Al salir se sentó en la punta de un sofá ocupado por mujeres que hablaban con monosílabos. Cuando Rosalind le puso la taza de café en las manos le preguntó cuándo había muerto su madre. Esta tarde, dijo Rosalind con voz serena. ¿De qué murió?

Cosas de la edad, dijo Rosalind con una sonrisa. Al volver a casa Fate se dio cuenta de que aún llevaba la taza de café en la mano. Por un instante pensó en volver a casa de la vecina y devolvérsela, pero luego pensó que era mejor dejarlo para el día siguiente. Fue incapaz de beberse el café. Lo dejó junto a los vídeos y el jarrón que contenía las cenizas de su madre, después encendió el televisor y apagó las luces de la casa y se tendió en el sofá. Quitó el sonido.

A la mañana siguiente, cuando abrió los ojos, lo primero que vio fue una serie de dibujos animados. Un montón de ratas corriendo por la ciudad y dando gritos mudos. Cogió el mando con una mano y cambió de canal. Cuando encontró uno de noticias puso el sonido, aunque no muy fuerte, y se levantó. Se lavó la cara y el cuello y cuando se secó se dio cuenta de que aquella toalla que colgaba del toallero había sido con casi toda probabilidad la última toalla que su madre utilizara. La olió pero no descubrió ningún olor familiar. En el estante del baño había varias cajas de medicinas y algunos potes con cremas hidratantes o antiinflamatorias. Llamó por teléfono al trabajo y preguntó por su jefe de sección. Sólo estaba su vecina de mesa y con ella habló. Le dijo que no iría a la revista pues pensaba salir dentro de unas horas para Detroit. Ella dijo que ya lo sabía y le deseó buena suerte.

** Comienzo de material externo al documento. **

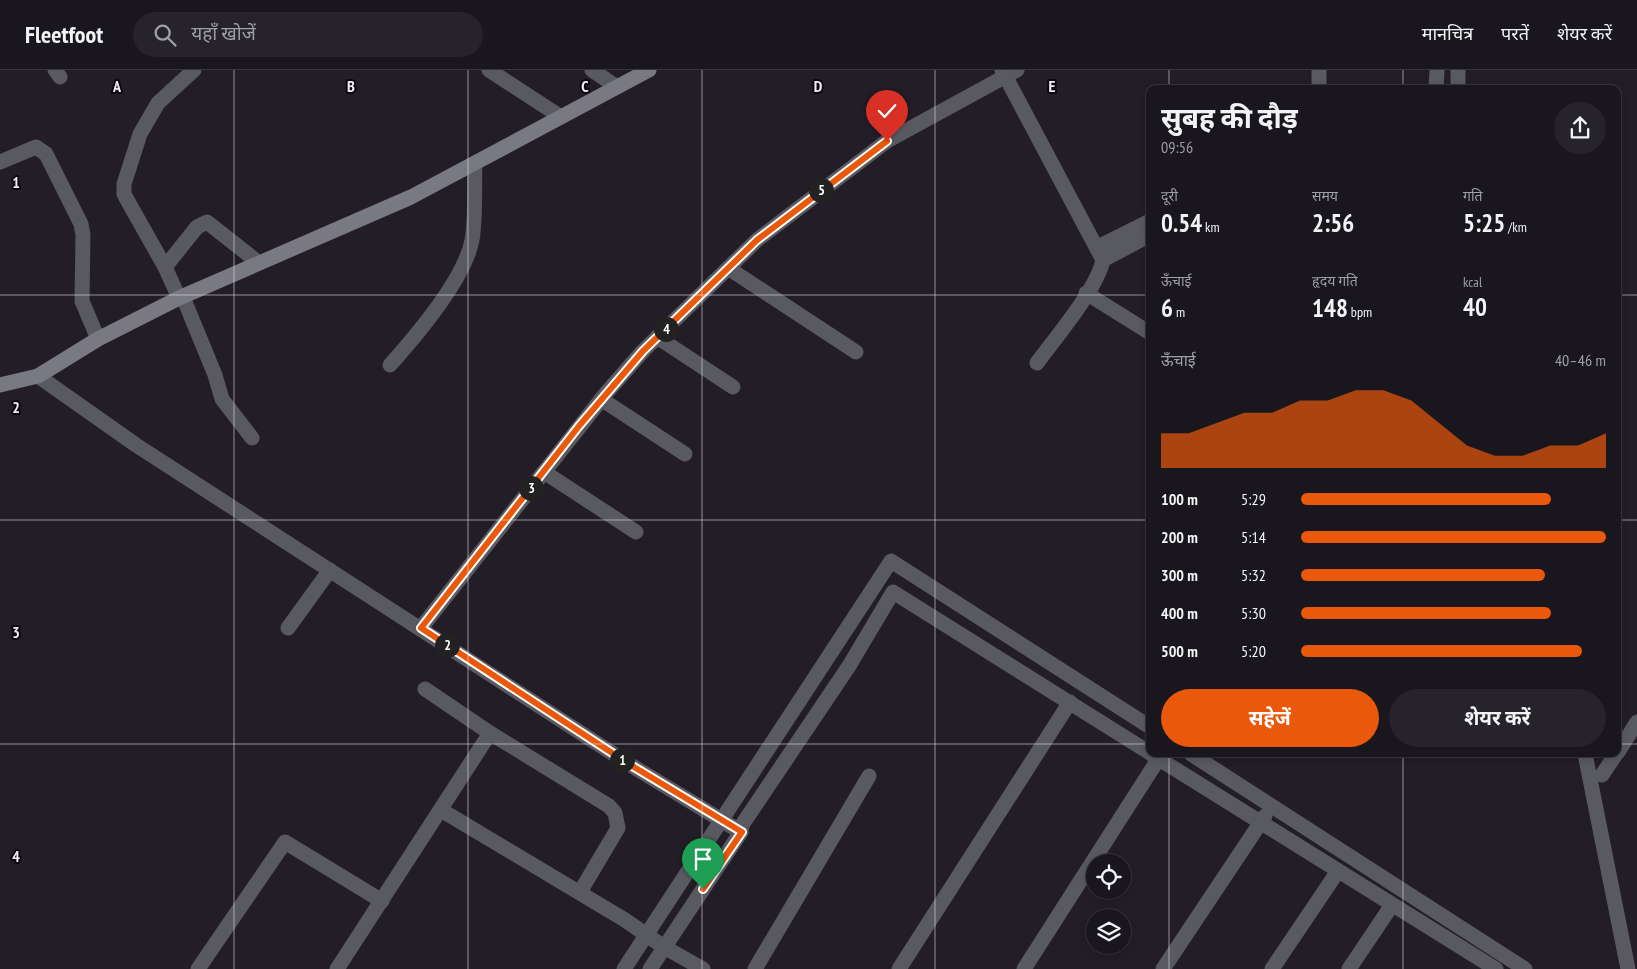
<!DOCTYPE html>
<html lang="hi">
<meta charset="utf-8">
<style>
:root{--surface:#1a161e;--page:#27232b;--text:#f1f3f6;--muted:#9f9fa4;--line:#38353c;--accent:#ea580c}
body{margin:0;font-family:"PT Sans Narrow","Noto Sans Devanagari",sans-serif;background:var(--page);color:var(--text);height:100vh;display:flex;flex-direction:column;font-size:19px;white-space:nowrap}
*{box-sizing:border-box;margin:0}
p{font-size:16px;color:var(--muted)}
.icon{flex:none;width:28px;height:28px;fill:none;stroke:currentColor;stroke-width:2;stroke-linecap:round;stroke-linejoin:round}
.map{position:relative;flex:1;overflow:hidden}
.side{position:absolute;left:1146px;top:15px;width:475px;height:672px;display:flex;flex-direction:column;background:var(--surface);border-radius:10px;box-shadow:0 2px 8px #0003,0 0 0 1px var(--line)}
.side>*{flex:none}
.controls{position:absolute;left:1086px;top:784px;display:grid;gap:10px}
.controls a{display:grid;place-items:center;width:45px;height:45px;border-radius:50%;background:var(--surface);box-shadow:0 2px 8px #0003,0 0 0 1px var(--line);font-size:25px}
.pin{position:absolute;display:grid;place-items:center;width:42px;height:42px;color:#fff;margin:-51px -21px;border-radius:50% 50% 50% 0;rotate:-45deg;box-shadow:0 0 5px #0007}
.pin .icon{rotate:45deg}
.km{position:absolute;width:25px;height:25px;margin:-12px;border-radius:50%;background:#222;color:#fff;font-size:14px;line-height:25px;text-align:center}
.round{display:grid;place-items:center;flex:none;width:52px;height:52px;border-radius:26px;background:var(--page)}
.summary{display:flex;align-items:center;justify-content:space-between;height:85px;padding:0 15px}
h1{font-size:28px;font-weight:700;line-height:38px}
.metrics{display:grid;grid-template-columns:repeat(3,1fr);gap:8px;height:85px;padding:5px 15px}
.metrics div{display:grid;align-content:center}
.metrics b{font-size:25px;font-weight:700}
.metrics small{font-size:14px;font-weight:400}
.metrics p{font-size:14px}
.chart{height:140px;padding:10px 15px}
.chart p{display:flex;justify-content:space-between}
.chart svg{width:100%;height:90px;margin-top:5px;fill:var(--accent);opacity:.7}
.cta{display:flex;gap:10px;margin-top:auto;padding:10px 15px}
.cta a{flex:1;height:58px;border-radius:30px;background:var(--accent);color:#fff;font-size:20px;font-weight:700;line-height:58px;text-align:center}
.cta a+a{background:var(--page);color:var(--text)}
ul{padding:0 15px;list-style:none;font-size:16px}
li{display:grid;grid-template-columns:80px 60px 1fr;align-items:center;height:38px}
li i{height:12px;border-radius:6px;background:var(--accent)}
header{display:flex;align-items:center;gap:30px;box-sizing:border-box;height:70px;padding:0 25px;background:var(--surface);border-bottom:1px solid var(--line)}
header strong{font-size:24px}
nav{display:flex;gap:28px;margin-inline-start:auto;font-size:18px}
.search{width:350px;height:45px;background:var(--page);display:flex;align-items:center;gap:12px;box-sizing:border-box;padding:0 18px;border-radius:28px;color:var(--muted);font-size:19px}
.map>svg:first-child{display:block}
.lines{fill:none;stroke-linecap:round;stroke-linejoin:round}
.street{stroke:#595960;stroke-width:15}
.secondary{stroke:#797984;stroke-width:15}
.route-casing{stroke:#fff;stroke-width:10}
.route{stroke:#ea580c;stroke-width:6}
.grid{fill:none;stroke:#f1ecf4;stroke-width:1;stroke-opacity:0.55}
.grid-label{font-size:16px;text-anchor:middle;font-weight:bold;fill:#f1ecf4;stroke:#0b080d;stroke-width:4;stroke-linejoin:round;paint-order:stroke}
</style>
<header>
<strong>Fleetfoot</strong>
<div class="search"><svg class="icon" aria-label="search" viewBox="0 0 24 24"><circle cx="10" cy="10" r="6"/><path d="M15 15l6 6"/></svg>यहाँ खोजें</div>
<nav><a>मानचित्र</a><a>परतें</a><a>शेयर करें</a></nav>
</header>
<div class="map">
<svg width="1637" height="899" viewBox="0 0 1637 899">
<rect width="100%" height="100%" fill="#231d28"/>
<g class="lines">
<!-- street -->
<g class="street">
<polyline points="55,0 60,7"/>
<polyline points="489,0 561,47"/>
<polyline points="592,0 617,17"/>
<path d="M 1002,0 L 1103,190 C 1097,219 1056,267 1037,293"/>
<polyline points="1319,19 1319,0"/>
<polyline points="1436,19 1437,0"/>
<polyline points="1458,19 1458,0"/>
<polyline points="0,92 36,77 46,84 81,154 83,165 82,231 98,269"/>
<polyline points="1098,177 1150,151"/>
<polyline points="1103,190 1150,165"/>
<polyline points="165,197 197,157 207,152 259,193"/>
<polyline points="728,198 856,282"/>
<polyline points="1086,223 1150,263"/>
<polyline points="183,227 215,305 222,329 252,368"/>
<polyline points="179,228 165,197 130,135 124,124 124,114 140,64 158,33 194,0"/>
<polyline points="657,267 733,317"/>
<path d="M 390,295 C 416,266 465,208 472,170 C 476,146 474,118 475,94"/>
<polyline points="38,306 136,375 629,694 741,762"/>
<polyline points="601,329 685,384"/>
<polyline points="544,402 636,462"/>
<polyline points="288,558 330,500"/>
<polyline points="421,558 607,322 643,281 757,170 887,71 1017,0"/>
<polyline points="425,619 490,663 609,736 615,743 618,758 580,822"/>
<polyline points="1618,682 1637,652"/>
<polyline points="1151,684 1496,899"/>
<polyline points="1191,684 1525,899"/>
<polyline points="1585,684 1628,899"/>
<polyline points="1602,705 1616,684"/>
<polyline points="441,740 625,850 664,877 703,899"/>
<polyline points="198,899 285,772 382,831"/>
<polyline points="337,899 490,663"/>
<polyline points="624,899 891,491 1150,657"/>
<polyline points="650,899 741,762 742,755 849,596 893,522 1150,683"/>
<polyline points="755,899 869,706"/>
<polyline points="899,899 1070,632"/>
<polyline points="1024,899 1159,688"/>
<polyline points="1163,899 1265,746"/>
<polyline points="1272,899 1338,801"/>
<polyline points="1349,899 1392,835"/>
</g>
<!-- secondary -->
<polyline class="secondary" points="0,315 38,306 98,269 179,228 411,127 649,0"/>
</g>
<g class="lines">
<defs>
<polyline id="route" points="703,819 742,762 629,694 421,558 579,356 643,281 757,170 887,71"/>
</defs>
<!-- route casing -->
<use href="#route" class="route-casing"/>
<!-- route -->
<use href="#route" class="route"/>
</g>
<!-- grid -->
<path class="grid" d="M 234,0 L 234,899M 468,0 L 468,899M 702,0 L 702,899M 935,0 L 935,899M 1169,0 L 1169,19M 1403,0 L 1403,19M 0,225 L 1150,225M 1618,225 L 1637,225M 0,450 L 1150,450M 1618,450 L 1637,450M 0,674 L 1150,674M 1618,674 L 1637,674M 1169,684 L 1169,899M 1403,684 L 1403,899"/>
<g class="grid-label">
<text x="117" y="22">A</text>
<text x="351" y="22">B</text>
<text x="585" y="22">C</text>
<text x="818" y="22">D</text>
<text x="1052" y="22">E</text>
<text x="16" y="118">1</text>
<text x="16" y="343">2</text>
<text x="16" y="568">3</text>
<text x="16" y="792">4</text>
</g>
</svg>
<div class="controls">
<a><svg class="icon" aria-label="locate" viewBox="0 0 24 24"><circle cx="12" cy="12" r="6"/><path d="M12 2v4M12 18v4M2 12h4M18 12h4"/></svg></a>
<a><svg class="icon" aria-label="layers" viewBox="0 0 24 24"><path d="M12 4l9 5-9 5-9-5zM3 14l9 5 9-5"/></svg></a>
</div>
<div class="pin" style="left:703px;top:819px;background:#1e9e55"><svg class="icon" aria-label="arrive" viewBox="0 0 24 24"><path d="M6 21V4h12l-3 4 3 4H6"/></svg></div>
<div class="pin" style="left:887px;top:71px;background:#d93025"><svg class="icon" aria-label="check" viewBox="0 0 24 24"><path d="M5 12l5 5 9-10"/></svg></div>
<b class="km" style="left:622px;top:690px">1</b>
<b class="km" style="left:447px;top:575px">2</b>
<b class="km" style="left:531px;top:418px">3</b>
<b class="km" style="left:666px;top:259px">4</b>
<b class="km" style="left:821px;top:120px">5</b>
<section class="side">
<div class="summary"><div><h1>सुबह की दौड़</h1><p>09:56</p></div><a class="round"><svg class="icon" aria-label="share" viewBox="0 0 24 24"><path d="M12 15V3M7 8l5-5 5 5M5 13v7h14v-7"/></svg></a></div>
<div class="metrics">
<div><p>दूरी</p><b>0.54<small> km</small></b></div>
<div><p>समय</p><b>2:56</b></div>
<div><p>गति</p><b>5:25<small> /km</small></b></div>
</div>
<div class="metrics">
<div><p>ऊँचाई</p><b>6<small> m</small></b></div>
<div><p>हृदय गति</p><b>148<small> bpm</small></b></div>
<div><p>kcal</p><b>40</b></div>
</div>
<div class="chart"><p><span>ऊँचाई</span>40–46 m</p>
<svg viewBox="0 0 160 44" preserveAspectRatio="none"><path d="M0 44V27L10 27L20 22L30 17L40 17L50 11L60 11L70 6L80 6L90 11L100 22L110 33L120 38L130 38L140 33L150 33L160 27V44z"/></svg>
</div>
<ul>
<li><b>100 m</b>5:29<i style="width:82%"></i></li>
<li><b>200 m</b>5:14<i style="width:100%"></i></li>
<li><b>300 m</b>5:32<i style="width:80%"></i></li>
<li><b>400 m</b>5:30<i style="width:82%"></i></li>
<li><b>500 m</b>5:20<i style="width:92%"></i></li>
</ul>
<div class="cta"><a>सहेजें</a><a>शेयर करें</a></div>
</section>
</div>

– Volveré dentro de tres días, tal vez cuatro -dijo.

Luego colgó, se alisó la camisa, se puso la chaqueta, se miró en el espejo que había junto a la entrada y trató vanamente de animarse. Es hora de volver al trabajo. Con la mano en el pomo de la puerta, se quedó quieto y pensó si no sería conveniente llevarse a su casa el jarrón con las cenizas. Lo haré cuando vuelva, pensó, y abrió la puerta.